There’s also a third category known as artificial sweeteners. They are sugar-free chemical substitutes that add sweetness to foods. Artificial sweeteners don’t affect your blood sugar levels and typically have no nutritional value.
Your Go-To's for Your Added-Sugar Fix
Craving some extra sweetness in your meal? As you reach for some added sugar, keep in mind that they aren’t all the same. Some types have more nutrients and antioxidants than others, so you may want to opt for them where possible. Here are the healthier types of added sugars and some of the benefits they offer:
Raw Honey is primarily made of sugar, but it also contains vitamins, minerals, and other beneficial compounds. Ascorbic acid, pantothenic acid, riboflavin, niacin, calcium, copper, iron, potassium, magnesium, zinc, manganese, and phosphorus are just some of them. For people with peptic ulcers and gastritis, research shows that honey may help promote the repair of damaged intestinal inner lining, as well as stimulate the growth of new tissue. Honey provides relief for coughs and may also help alleviate risk factors for cardiovascular conditions.

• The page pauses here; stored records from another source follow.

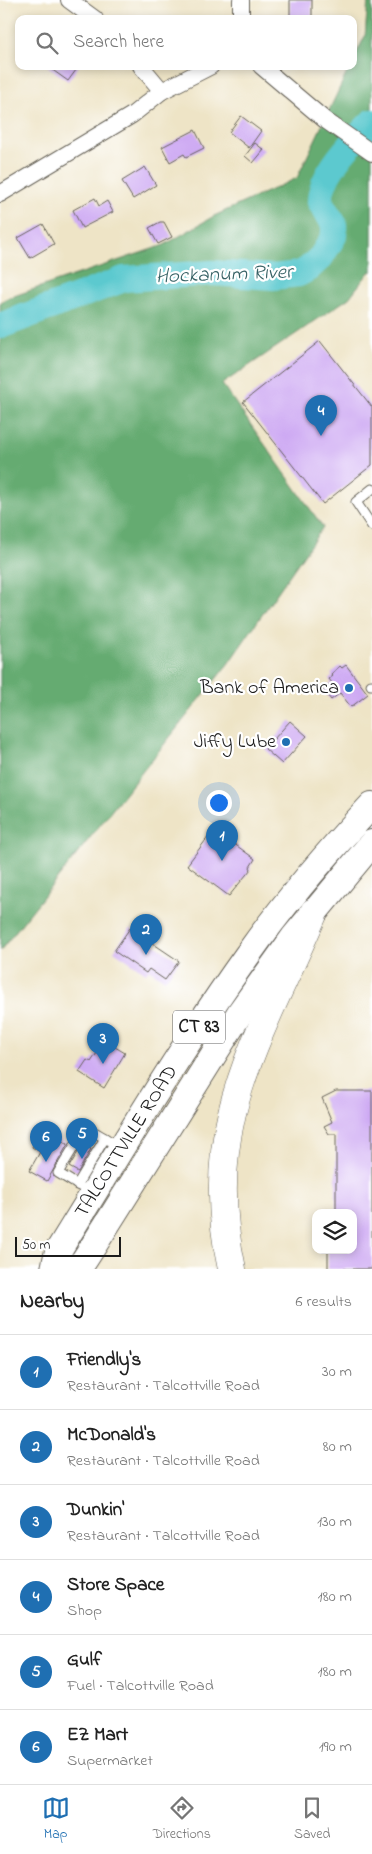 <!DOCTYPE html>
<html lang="en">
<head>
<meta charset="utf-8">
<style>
	:root { --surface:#fff; --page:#f6f6f6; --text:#222; --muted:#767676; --line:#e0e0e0; --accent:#1f6fb2 }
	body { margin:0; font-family:"Indie Flower",sans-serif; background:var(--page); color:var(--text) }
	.controls { position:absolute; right:15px; bottom:15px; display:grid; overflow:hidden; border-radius:10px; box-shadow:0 2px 8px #0003 }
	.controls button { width:45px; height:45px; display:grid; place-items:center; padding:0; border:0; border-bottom:1px solid var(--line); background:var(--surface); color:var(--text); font:25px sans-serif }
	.scale { position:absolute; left:15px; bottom:12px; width:106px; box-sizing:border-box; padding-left:5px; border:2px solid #1c1c1c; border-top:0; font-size:14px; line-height:18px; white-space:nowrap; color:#1c1c1c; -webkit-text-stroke:4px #fff; paint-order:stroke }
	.you { position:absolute; left:218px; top:802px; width:18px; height:18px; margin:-12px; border:4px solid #fff; border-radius:50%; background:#1a73e8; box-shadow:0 0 0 8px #1a73e833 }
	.badge { display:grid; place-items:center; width:32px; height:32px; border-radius:50%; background:var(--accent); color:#fff; font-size:16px; font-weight:700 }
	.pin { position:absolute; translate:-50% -41px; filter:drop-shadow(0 1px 2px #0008) }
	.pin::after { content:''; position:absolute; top:26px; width:18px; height:15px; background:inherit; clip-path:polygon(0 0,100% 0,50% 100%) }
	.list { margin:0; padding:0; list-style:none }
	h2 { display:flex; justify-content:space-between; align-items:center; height:65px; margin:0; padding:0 20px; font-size:21px }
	h2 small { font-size:16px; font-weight:400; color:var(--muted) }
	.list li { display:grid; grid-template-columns:32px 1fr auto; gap:15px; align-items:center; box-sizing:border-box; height:75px; padding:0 20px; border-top:1px solid var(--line) }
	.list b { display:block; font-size:19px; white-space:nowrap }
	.list p { margin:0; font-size:16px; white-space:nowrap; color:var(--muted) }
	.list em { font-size:16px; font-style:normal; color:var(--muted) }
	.icon { flex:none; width:28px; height:28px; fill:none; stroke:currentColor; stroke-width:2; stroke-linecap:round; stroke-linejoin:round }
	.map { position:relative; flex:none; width:372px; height:1269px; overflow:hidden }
	.search { position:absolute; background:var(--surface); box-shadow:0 2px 8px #0003; left:15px; right:15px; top:15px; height:55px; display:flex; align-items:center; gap:12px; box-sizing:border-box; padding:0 18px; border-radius:10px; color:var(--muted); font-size:19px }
	.sheet { height:515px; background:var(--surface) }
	nav { display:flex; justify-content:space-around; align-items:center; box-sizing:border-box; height:70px; border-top:1px solid var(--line); background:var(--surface); font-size:14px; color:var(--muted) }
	nav a { display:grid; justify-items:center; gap:2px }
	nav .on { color:var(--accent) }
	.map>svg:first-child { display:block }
</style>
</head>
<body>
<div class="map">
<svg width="372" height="1269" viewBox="0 0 372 1269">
	<rect width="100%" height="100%" fill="#fff"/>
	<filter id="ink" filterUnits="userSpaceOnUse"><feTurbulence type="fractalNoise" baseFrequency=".02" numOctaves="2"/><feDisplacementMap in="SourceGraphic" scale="10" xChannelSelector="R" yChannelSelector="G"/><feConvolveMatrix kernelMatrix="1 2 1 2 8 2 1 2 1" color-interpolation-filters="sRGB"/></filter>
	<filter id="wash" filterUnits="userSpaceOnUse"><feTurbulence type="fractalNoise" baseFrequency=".0096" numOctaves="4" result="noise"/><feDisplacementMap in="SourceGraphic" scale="20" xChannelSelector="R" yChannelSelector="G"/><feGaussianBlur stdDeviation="1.12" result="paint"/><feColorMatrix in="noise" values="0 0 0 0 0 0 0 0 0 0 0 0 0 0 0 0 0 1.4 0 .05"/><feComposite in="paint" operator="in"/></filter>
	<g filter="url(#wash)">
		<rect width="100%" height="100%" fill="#eee4c6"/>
		<polygon fill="#65ab71" stroke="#406446" points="368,0 372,0 372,272 370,271 349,298 222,384 323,527 228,664 0,951 0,303 5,299 164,245 214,216 297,178 350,66 353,66 353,60 365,36"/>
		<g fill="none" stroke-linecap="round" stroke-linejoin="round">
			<path stroke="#5cc9cf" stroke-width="26" d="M 0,326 L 124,279 L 212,273 L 273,277 L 299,274 L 308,269 L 321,257 L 334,236 L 334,224 L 320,202 C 320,174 353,141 372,122"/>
		</g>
		<g id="blocks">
			<g fill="#cda9f3">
				<rect x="290" y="0" width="22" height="19"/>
				<polygon points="47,66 79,66 68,81"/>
				<polygon points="241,116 261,131 249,148 229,132"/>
				<polygon points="195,130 204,148 186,157 184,154 170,162 162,147"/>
				<polygon points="255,143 264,150 253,163 245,156"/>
				<polygon points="145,167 156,185 133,199 122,181"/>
				<polygon points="95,198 99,206 107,201 113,212 82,228 73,210"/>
				<polygon points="160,222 164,222 172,237 158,244 149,228"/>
				<polygon points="43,224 54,244 30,258 18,238"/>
				<polygon points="320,341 372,407 372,465 323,504 243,402"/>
				<polygon points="346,665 368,694 351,707 340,693 331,700 323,690 332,683 329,679 333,676 331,674 340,666 342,668"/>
				<polygon points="290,721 307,736 282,764 265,749"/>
				<polygon points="212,832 224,841 226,838 255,859 250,867 251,869 229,896 187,865"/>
				<polygon points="130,928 179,961 165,980 149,969 146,973 114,951"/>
				<polygon points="105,1041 125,1053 104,1088 79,1072 87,1060 91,1062"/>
				<polygon points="336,1091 372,1091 372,1269 328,1269 328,1250 353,1250 353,1213 336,1213 336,1134 329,1134 324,1126 332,1122 322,1098"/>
				<polygon points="42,1129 68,1144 47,1181 29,1171 40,1152 32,1147"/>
				<polygon points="83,1144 91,1149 78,1172 69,1167"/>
			</g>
		</g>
	</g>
	<g filter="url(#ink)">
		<use href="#blocks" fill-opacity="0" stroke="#666258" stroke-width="1"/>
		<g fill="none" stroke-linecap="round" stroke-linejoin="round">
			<defs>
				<g id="lane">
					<polyline points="372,489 356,502 372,526"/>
					<polyline points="371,685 372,685"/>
					<polyline points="77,1185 105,1138"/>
					<polyline points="91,1193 58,1173 86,1127 120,1147"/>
				</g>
				<g id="street">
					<polyline points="69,0 95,19"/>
					<polyline points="241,0 241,19"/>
					<polyline points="141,66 162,91"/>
					<polyline points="261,66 325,120 372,153"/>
					<polyline points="0,194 132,115 162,91 211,66"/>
				</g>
				<g id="primary">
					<path d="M 54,1269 L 58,1251 C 119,1152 179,1051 246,957 C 284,903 327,853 372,805"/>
					<polyline points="74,1269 83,1262 94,1245 241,1011 294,937 372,843"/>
				</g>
				<path id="highway" d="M 232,1269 C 199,1123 260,1039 314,912"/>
			</defs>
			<use href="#lane" stroke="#666258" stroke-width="11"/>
			<use href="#street" stroke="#666258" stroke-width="18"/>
			<use href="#primary" stroke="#666258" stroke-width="28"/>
			<use href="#highway" stroke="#666258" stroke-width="29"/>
			<use href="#lane" stroke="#fff" stroke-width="9"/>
			<use href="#street" stroke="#fff" stroke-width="16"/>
			<use href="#primary" stroke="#fff" stroke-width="26"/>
			<use href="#highway" stroke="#fff" stroke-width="28"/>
		</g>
	</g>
	<g fill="#1f6fb2" stroke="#fff" stroke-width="2">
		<circle cx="349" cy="688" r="5"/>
		<circle cx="286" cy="742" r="5"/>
	</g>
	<g text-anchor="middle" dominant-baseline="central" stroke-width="4.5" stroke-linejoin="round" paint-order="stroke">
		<rect fill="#fff" stroke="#606060" stroke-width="1" x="173" y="1010.5" width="52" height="33" rx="4"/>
		<g font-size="19" font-weight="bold" fill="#1c1c1c">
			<text x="199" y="1027">CT 83</text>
		</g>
		<g font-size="20" fill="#1c1c1c" stroke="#fff" text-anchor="end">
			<text x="339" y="688">Bank of America</text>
			<text x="276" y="742">Jiffy Lube</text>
		</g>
		<g font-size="20" fill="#1c1c1c" stroke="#fff">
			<text transform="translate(127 1142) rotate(-58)">TALCOTTVILLE ROAD</text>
		</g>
		<g font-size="21" font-style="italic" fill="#366164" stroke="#fff">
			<text transform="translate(224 275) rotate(-2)">Hockanum River</text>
		</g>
	</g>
</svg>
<div class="controls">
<button><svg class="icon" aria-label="layers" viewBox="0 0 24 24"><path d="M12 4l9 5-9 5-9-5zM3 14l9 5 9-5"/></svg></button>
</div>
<div class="scale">50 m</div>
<div class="you"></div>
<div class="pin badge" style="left:222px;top:861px">1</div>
<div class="pin badge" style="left:146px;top:955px">2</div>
<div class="pin badge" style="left:103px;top:1064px">3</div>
<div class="pin badge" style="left:321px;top:436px">4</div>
<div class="pin badge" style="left:82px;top:1159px">5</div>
<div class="pin badge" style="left:46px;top:1162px">6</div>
<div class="search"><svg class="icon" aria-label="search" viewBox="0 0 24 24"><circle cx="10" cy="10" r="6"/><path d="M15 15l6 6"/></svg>Search here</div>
</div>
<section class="sheet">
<h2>Nearby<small>6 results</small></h2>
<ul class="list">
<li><span class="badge">1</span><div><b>Friendly's</b><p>Restaurant · Talcottville Road</p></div><em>30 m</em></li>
<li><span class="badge">2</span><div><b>McDonald's</b><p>Restaurant · Talcottville Road</p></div><em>80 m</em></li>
<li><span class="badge">3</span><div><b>Dunkin'</b><p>Restaurant · Talcottville Road</p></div><em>130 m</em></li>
<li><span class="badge">4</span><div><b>Store Space</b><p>Shop</p></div><em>180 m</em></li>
<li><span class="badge">5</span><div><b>Gulf</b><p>Fuel · Talcottville Road</p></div><em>180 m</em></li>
<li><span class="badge">6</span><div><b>EZ Mart</b><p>Supermarket</p></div><em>190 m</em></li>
</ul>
</section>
<nav>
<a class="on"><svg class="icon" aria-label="map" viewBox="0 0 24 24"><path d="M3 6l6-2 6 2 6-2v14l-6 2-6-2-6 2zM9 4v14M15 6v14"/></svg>Map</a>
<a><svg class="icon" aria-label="directions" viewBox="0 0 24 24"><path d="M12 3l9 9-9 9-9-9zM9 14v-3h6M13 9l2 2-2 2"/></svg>Directions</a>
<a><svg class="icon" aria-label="saved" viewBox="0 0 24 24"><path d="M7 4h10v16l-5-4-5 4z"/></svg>Saved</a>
</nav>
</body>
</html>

Maple syrup is made from the sap of sugar maple trees. This added sugar contains significant quantities of essential minerals like manganese, zinc, calcium, iron, magnesium, and potassium. Maple syrup is also rich in antioxidants, which prevent or slow down damage to cells.
Blackstrap molasses is a thick, sticky syrup produced when sugarcane or sugar beets are refined into sugar. This added sugar is a good source of nutrients like vitamin B6, calcium, magnesium, iron, potassium, and manganese.
Blackstrap molasses may help relieve menstrual cramps caused by an iron-deficiency. Finally, of all added sugars, (including honey and maple syrup), blackstrap molasses has the most antioxidants. Antioxidant-rich foods may help reduce the risk of developing conditions like heart disease and cancers.
Managing Your Added Sugar Intake
Although these added sugars are the healthiest options, you should still restrict your intake to the recommended limits. The American Heart Association recommends that women take no more than six teaspoons of added sugar daily. This is the equivalent of 25 grams or 100 calories. For men, the limit is nine teaspoons— the equivalent of 36 grams or 150 calories.